In the New Yorker, Richard Brody appraises the critical writing of Jonas Mekas, on the occasion of the reissue by Columbia University Press of the filmmaker’s book Movie Journal: The Rise of a New American Cinema, 1959-1971. What gives the book its infectious energy, writes Brody, is Mekas’s passionate ardor and advocacy for experimental film, at a time when it had virtually no commercial support, and when it faced censorship by New York City authorities. Here’s an excerpt from Brody’s piece:

Much of “Movie Journal” is indeed devoted to what Mekas considers the “New Cinema,” which is for the most part, but not entirely, what’s often called “experimental” films. He also calls it “underground,” “noncommercial,” and “poetic” cinema (as opposed to narrative films, which he calls “novelistic”), and “personal” cinema as opposed to “public.” His advocacy of these films—as he notes in a new afterword—has indeed withstood the test of time, thanks in large measure to his own exertions as a critic, programmer, distributor, and impresario …

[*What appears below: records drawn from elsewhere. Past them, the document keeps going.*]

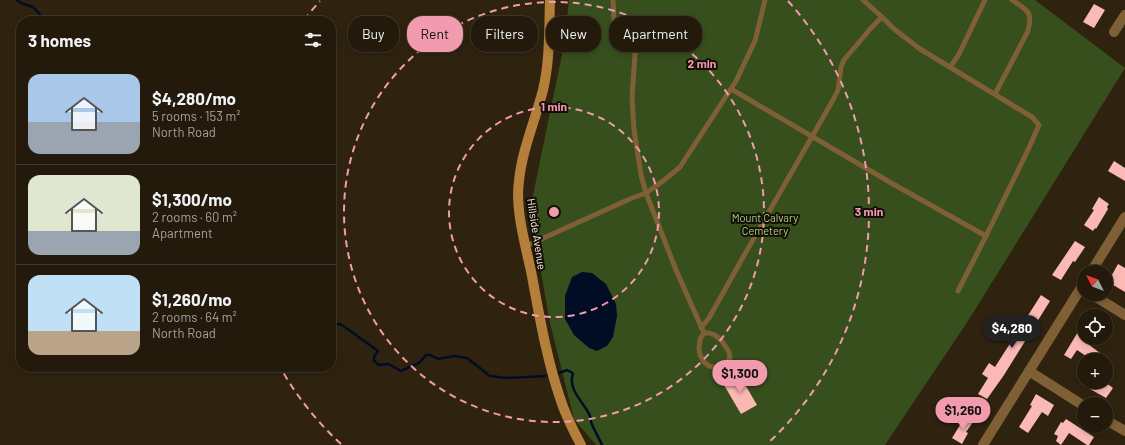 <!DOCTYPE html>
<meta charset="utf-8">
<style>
body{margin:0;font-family:Barlow,sans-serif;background:#2f2719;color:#f1f3f6;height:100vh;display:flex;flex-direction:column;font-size:15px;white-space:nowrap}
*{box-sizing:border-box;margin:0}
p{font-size:13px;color:#a3a19d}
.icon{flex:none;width:22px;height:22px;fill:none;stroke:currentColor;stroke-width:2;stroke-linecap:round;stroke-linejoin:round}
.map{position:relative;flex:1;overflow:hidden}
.drawer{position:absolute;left:16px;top:16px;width:320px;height:356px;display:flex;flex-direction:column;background:#231a0b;border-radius:16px;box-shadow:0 2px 6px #0003,0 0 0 1px #40382c}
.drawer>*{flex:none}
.hud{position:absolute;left:348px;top:16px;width:380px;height:36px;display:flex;gap:8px}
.needle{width:26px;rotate:312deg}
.fabs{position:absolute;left:1077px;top:265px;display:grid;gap:8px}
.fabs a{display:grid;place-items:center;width:36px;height:36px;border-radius:50%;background:#231a0b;box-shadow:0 2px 6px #0003,0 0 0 1px #40382c;font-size:20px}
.price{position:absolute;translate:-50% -34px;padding:0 9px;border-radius:14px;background:#f29aae;color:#111;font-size:13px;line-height:26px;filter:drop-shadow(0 1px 2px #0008)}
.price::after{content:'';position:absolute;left:50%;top:24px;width:12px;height:9px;margin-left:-6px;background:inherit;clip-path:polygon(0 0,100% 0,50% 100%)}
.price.selected{background:#222;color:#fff}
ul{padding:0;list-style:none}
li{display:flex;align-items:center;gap:12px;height:100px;padding:0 12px}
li+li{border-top:1px solid #40382c}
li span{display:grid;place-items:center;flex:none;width:112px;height:80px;border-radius:12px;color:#555}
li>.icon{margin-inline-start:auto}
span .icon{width:48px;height:48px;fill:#fffc;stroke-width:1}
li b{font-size:17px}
h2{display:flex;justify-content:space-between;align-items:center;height:48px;padding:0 12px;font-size:17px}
.pill{padding:0 14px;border-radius:16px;background:#231a0b;box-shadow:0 2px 6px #0003,0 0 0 1px #40382c;font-size:14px;line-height:36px}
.pill.selected{background:#f29aae;color:#111}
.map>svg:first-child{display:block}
</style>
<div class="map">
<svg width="1125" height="445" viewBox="0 0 1125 445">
<rect width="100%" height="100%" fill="#2f230f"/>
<path fill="#364f1c" d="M569,0H1035L1125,68L968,321L885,445H596L574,419L550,323L530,210L548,122L564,45Z"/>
<path fill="#000d25" d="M582,272L592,273L606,284L616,304L617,316L613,337L607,346L597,351L589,348L574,335L565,319V296L572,277Z"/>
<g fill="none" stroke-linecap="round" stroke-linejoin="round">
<g stroke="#000d25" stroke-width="2.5">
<path d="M17,0L21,3L33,7L44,19V21"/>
<path d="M331,322L342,325L378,351L374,357V361L379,365L389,364L401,371L419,363L426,355H430L438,359L454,356L467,358L490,376L507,378L546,376"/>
<path d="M559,373L567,370L571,372L573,374C567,390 585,403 590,416C591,418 591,420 591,422C594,430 599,438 602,445"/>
</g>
</g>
<g fill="#fbb9b5">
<path d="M1094,4L1105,10L1094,28L1083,22Z"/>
<path d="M1114,161L1125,168V181L1108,171Z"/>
<path d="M1099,197L1109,204L1107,207L1108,209L1096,229L1095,228L1093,231L1084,225L1094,210L1092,209Z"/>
<path d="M1075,241L1085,247L1075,262L1073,261L1061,280L1052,275Z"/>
<path d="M1118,264L1125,268V292L1108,282Z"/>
<path d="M1041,295L1050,301L1004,375L987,399L978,394L988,378L982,374L989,363L995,367Z"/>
<path d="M1084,322V341L1100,353L1095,360H1092L1077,350L1071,359L1064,355Z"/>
<path d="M737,375L738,377L740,376L757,405L741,414L724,385L729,382L727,380Z"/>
<path d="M1095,382H1105L1113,388L1106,398L1090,389Z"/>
<path d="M1036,394L1054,405L1048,416L1042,412L1028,433L1019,427L1032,406L1030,405Z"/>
<path d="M965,417L973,422L966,432L968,433L962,444L952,438Z"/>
<path d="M1066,419L1094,437L1089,445H1087L1069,433L1061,445L1056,441L1058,436L1054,434L1061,422L1063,423Z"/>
</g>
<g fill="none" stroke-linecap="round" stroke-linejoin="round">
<g stroke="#7f5f36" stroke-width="5">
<path d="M613,0L614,20L618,30L633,45L635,54L632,97L634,129L641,175L646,193L676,270L704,333L700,339L699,349L700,355L704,362L709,366L718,368L724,366L730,358L729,352L722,341L715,335L709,333H704"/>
<path d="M882,17L894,29L920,49L1032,117L1039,125L1028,150L986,236"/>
<path d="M950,67L958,56L985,0"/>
<path d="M731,89L893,184L986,236L958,291"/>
<path d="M995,94L1028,31C1033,11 1028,11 1012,0"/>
<path d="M526,246L632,198L646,193L663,181L680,167L736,81L755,41L765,0"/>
<path d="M701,328L709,318L742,259L833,100L838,90L841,67L844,60L871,28L882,17L863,0"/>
</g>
<g stroke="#7f5f36" stroke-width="10">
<path d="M1114,32L1125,15"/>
<path d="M1091,272L1125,217"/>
<path d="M1091,294L1125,315"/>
<path d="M1029,371L1084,406"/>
<path d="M1106,420L1125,431"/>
<path d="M983,445L1084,283"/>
</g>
<path stroke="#b37f3a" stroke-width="10" d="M550,0C549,30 550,61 543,90C535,121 522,150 519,181C515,208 525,244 531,271C539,313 546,357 560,398C565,414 573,430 581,445"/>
</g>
<g fill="none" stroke="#f29aae" stroke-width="2" stroke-dasharray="7 5">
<circle cx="554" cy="212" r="105"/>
<circle cx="554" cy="212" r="210"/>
<path d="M341 444A315 315 0 0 1 280 367M304 20A315 315 0 0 1 320 1M788 1A315 315 0 0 1 767 444"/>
</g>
<g text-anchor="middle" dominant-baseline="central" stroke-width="4" stroke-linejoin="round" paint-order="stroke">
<g font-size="11" fill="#a6d47c" stroke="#130d06">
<text x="765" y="217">Mount Calvary<tspan x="765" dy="13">Cemetery</tspan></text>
</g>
<g font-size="11" fill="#fcf3e7" stroke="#130d06">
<text transform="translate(537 234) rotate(81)">Hillside Avenue</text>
</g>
</g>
<circle cx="554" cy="212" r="6" fill="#f29aae" stroke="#130d06" stroke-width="2"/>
<g font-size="12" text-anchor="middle" font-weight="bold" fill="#f29aae" stroke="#130d06" stroke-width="4" stroke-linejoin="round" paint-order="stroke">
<text x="702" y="68">2 min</text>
<text x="554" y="111">1 min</text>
<text x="869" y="216">3 min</text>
</g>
</svg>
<div class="fabs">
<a><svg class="needle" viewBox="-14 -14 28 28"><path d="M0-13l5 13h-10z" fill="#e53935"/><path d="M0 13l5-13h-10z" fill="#a3a19d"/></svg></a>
<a><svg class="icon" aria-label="locate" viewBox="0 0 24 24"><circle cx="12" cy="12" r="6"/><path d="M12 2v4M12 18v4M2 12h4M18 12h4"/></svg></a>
<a>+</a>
<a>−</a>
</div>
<b class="price selected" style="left:1012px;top:349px">$4,280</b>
<b class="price" style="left:740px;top:394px">$1,300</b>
<b class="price" style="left:963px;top:431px">$1,260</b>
<div class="hud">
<a class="pill">Buy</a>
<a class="pill selected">Rent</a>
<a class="pill">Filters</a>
<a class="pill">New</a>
<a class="pill">Apartment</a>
</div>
<section class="drawer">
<h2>3 homes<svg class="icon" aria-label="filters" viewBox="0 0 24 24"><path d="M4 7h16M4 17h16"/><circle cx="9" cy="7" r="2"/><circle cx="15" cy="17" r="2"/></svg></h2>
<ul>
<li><span style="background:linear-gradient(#a9c7e8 60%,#9aa5b1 0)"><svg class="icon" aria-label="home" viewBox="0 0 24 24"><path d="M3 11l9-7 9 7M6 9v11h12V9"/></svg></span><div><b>$4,280/mo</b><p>5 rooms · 153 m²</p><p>North Road</p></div></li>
<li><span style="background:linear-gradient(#dfe7d0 70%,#9aa5b1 0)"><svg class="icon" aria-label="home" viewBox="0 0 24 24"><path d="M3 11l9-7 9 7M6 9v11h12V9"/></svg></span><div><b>$1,300/mo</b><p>2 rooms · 60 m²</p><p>Apartment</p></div></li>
<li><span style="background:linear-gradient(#bfe0f5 70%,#b9a48a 0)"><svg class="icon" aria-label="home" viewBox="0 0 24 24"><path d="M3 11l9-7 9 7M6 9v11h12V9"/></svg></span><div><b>$1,260/mo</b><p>2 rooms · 64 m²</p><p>North Road</p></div></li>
</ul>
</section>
</div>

Mekas writes on the basis of a non-dialectical romanticism of pure opposition and repudiation—of downtown versus uptown, noncommercial versus commercial, above-ground versus underground—that’s rooted in the essential and pure ideals of the filmmakers themselves. The so-called poetic or underground movies that he parses and praises make for a fascinating and alluring parallel world of cinema that, for the most part, sounds great until it’s actually seen. Mekas’s passionate, even ecstatic blend of enthusiasm and critical interpretation often makes for more exalted artistic experiences than many of the works themselves.

Though Mekas discusses these works in detail, what energizes his discussions and exhortations is the impulse behind the films, rather than the films themselves—the lives and dreams of the artists, the harsh demands placed on filmmakers by the effort to create homemade, self-financed, independent films, made by oneself and one’s friends. These are films that repudiate openly the conventions of the commercial cinema, the norms and limits on subject matter and representation, while the filmmakers submit to a horrific range of deprivations and afflictions for the sake of their art. In effect, Mekas offers, both in and as film criticism, extraordinary and enduring sketches of downtown lives.

Image: Jonas Mekas in 1965. Via the New Yorker.